Some developers may feel especially bad about default implementations because technically they are correct and maybe even convenient but they distort planned functionality of implementing classes. The sample code above illustrates the problem well. The signature of the interface is changed and with this all the implementing classes suddenly have some new functionalities injected. We can write a debug logger and make the Warn() method of ILogger use the Console as an output. But what has a debug logger got to do with the Console? And, even worse, what if the default implementation conflicts with something in the implementing class? Another question — why not abstract the class with default implementations?

Default implementations may actually turn out to be very useful. Suppose we have a public library used by other developers all around the world. We want to release a new version where we have improved some interfaces and, of course, we want to avoid breaking changes. As we have been on interfaces with our library for who knows how long we cannot just jump between interfaces and abstract classes as we wish. If we add new members to our interfaces then we can define implementations so programs using previous versions of our libraries can use also new versions without changes to their codebase. I guess for many developers it makes life way easier.

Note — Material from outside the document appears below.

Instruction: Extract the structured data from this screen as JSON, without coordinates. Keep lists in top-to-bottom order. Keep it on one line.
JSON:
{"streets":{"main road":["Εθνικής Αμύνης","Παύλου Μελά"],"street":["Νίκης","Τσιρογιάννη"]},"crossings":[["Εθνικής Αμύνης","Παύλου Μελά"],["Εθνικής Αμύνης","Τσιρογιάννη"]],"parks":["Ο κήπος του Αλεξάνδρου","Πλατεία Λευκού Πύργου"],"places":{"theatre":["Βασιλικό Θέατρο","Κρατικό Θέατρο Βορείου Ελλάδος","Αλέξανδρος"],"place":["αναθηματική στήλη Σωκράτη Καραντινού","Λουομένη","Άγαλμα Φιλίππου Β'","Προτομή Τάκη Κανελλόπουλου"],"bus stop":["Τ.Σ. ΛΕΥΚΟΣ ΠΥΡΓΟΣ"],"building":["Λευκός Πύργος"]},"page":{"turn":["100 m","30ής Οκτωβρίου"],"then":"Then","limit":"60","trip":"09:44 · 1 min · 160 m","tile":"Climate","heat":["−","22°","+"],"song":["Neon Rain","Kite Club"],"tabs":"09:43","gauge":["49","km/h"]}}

I did an experiment. I wrote a program, one library with the ILogger interface and another with the ConsoleLogger class. I built my program and published it to other disks on my machine. I ran the application to see if it worked. Everything was fine. Then I added a new Warn() method with default implementation to ILogger. I build only the ILogger library and replaced it in the folder where I published my program. I ran my program again and it still worked although the interface was changed.

Wrapping Up

Default implementations area a powerful language feature coming to C# 8.0. Although it may seem dangerous for some developers, others will certainly be happy with it. Those who are writing libraries and components for public use may find default implementations especially useful as they let us avoid breaking changes in interfaces.